New Zealand will probably produce 138,400 tonnes of greasy wool, or 833,700 wool bales, in the annual season that runs through June, down 5.4 per cent on the year earlier, according to farmer-owned industry organization Beef + Lamb New Zealand.

It would mark the lowest level since the 2008/09 season when the clip dropped to 132,400 tonnes as farmers abstain from a second shear in the face of low wool prices.

New Zealand's wool production has slumped in line with a reduction in the national sheep flock, which last year dipped below 30 million for the first time since 1943. Farmers in search of higher returns are converting their operations to dairy and switching to higher yielding meat breeds such as Finn and Texel and away from the traditional wool-focused Romney.

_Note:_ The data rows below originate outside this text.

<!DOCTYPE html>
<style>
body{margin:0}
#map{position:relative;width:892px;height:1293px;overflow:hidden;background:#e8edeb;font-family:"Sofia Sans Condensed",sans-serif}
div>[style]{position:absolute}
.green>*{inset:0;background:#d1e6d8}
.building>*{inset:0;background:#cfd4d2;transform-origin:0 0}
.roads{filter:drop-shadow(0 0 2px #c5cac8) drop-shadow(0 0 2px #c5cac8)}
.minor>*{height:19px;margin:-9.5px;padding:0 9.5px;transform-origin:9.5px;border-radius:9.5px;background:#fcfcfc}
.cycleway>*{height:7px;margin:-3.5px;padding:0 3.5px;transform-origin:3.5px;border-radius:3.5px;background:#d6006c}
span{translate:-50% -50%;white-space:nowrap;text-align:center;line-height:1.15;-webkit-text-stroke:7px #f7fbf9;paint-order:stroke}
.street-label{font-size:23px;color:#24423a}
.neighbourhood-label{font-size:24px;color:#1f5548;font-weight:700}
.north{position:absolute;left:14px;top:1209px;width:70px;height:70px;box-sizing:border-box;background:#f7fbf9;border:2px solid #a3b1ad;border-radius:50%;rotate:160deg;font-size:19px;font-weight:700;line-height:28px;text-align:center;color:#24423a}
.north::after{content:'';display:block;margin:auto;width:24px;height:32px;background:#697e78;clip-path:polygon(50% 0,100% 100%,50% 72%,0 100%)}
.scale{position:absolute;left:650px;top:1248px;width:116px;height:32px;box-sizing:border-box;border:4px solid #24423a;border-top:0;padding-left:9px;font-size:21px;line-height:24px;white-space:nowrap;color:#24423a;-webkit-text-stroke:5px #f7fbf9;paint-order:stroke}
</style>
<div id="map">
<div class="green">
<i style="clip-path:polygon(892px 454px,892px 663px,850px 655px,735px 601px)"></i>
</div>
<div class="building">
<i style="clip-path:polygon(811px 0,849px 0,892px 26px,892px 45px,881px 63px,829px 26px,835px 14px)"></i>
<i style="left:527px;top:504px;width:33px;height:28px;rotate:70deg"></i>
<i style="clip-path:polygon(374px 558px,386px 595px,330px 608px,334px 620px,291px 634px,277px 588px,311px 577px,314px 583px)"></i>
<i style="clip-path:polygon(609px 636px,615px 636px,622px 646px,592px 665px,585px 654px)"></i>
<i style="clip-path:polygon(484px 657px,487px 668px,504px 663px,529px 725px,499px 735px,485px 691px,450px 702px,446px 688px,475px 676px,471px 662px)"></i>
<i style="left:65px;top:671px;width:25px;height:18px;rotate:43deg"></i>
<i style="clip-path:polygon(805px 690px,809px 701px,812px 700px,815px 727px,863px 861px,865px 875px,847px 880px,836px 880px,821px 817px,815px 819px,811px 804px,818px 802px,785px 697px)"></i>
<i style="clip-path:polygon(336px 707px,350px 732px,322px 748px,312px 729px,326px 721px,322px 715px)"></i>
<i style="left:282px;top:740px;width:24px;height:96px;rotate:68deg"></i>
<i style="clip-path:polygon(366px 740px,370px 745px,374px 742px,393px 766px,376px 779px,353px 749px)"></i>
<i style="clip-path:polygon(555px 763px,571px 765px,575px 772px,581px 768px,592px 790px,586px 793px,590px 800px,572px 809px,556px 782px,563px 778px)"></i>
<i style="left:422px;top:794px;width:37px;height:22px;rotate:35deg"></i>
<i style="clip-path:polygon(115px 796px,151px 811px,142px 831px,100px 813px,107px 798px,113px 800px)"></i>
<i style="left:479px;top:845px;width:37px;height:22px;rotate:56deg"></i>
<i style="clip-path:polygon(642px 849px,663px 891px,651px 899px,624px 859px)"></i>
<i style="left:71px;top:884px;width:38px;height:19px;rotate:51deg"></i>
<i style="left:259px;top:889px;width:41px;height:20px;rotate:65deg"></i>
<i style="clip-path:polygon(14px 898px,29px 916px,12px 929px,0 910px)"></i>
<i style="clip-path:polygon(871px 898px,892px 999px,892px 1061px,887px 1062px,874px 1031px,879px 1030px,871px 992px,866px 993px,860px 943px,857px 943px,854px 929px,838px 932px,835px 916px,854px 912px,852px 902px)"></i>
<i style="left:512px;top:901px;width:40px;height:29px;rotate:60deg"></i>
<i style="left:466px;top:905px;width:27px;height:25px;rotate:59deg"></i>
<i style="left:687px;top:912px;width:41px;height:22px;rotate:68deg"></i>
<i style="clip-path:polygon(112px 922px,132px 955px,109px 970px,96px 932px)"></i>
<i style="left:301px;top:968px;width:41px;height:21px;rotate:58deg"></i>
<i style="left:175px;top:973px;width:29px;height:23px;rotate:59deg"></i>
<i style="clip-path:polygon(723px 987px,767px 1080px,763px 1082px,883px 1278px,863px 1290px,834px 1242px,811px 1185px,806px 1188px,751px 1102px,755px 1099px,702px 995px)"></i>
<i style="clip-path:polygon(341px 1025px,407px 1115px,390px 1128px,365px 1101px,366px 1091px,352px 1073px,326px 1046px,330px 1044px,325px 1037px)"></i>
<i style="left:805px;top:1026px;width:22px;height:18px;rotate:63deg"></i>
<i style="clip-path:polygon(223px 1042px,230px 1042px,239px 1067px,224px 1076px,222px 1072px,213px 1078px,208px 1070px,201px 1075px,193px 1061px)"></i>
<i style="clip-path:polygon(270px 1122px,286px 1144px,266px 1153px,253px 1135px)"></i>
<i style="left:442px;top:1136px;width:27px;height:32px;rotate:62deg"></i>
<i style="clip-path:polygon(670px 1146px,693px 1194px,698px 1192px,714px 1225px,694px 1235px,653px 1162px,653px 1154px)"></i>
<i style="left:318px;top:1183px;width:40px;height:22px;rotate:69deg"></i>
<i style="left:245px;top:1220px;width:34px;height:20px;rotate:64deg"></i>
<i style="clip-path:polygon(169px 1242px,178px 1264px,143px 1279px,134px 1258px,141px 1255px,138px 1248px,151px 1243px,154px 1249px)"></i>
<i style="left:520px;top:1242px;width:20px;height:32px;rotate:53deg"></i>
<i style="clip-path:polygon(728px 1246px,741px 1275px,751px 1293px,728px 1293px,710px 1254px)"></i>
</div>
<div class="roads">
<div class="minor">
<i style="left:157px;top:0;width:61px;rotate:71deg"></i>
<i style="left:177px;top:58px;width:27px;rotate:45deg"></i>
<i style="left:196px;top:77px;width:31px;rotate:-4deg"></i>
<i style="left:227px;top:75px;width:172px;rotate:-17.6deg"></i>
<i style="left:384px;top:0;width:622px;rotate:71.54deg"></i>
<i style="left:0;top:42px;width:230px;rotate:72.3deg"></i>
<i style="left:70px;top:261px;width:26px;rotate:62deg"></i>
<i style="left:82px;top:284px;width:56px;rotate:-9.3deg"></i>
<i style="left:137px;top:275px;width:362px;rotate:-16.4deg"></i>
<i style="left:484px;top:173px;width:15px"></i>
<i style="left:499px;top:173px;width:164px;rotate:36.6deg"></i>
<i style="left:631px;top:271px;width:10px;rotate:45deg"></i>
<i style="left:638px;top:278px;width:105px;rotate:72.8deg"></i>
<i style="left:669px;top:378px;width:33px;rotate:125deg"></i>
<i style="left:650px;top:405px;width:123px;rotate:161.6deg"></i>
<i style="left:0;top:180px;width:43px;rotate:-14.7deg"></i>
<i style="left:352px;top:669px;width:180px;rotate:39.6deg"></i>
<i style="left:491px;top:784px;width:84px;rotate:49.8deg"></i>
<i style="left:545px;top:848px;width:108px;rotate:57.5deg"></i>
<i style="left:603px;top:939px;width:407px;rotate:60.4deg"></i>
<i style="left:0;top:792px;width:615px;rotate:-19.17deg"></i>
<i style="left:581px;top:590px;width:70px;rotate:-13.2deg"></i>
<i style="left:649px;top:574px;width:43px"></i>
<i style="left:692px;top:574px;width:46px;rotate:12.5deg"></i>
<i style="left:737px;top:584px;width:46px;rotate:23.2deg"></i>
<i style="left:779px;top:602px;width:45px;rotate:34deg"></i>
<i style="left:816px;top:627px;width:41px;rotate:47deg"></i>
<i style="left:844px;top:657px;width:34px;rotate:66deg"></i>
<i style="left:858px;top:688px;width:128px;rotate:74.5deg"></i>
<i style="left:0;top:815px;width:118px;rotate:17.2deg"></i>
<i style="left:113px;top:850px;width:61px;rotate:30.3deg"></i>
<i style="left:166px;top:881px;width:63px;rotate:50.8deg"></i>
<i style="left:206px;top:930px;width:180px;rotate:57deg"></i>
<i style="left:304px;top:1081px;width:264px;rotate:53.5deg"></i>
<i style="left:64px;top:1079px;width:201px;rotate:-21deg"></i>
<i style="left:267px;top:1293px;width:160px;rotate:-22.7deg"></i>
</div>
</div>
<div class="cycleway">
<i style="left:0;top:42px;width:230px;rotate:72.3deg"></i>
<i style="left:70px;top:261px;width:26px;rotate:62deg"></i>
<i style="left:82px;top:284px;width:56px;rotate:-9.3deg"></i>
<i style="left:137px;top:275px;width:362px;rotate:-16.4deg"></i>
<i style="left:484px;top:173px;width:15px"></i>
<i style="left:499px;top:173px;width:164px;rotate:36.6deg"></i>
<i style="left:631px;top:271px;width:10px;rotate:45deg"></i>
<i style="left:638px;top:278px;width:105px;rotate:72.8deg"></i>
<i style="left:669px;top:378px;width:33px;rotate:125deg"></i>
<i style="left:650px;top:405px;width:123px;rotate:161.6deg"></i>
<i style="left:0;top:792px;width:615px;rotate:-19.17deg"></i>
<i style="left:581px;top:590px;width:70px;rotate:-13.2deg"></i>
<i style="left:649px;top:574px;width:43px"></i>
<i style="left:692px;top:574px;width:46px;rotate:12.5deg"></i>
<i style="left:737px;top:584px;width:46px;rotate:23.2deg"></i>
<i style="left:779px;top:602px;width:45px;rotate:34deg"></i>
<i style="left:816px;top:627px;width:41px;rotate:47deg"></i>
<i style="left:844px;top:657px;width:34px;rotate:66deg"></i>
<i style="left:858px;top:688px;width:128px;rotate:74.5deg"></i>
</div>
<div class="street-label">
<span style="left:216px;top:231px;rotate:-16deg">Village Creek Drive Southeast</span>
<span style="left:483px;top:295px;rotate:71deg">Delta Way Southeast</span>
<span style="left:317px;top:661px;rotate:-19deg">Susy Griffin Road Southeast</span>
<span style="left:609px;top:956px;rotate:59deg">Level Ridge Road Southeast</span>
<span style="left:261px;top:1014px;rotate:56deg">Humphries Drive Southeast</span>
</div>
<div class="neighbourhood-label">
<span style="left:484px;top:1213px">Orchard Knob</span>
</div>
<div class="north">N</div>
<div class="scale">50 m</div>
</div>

Recent drought conditions have also dented the wool yield.

According to the latest figures from the International Wool Textile Organization, globally, sheep numbers have remained relatively stable, declining just 6 percent to 1.14 billion in the 23 years through 2013 as China's flock rose 32 percent while New Zealand's dropped 47 percent and Australia's declined 57 percent,

Due to which global wool production has slumped 42 percent over the same period to 1.2 million tonnes of clean wool, reflecting the decline in the higher yielding flocks of New Zealand and Australia, the world's two largest wool exporters.

The drop in wool volumes appears to be underpinning prices for the fibre, which had been losing ground to cheaper synthetic alternatives, according to NZ Wool Services.

The outlook for wool has stabilized" with stock numbers coming back into balance with demand, said Malcolm Ching, a marketing executive at NZWSI in Christchurch.

Prices for most wool types the past season have tracked either in line with or above the previous season, with lamb wool hitting its highest level in four years.

In previous seasons, everyone has moaned that the returns for wool don't even cover the cost of harvesting and managing the aspects around wool, it was meat that has been holding sheep farmers up, but wool in the last two seasons has actually contributed to the positive bottom line for sheep farmers, Ching said.

According to Ching, New Zealand's future wool production will be driven more by local farm management decisions than offshore demand, as more farms have been converted to dairy production.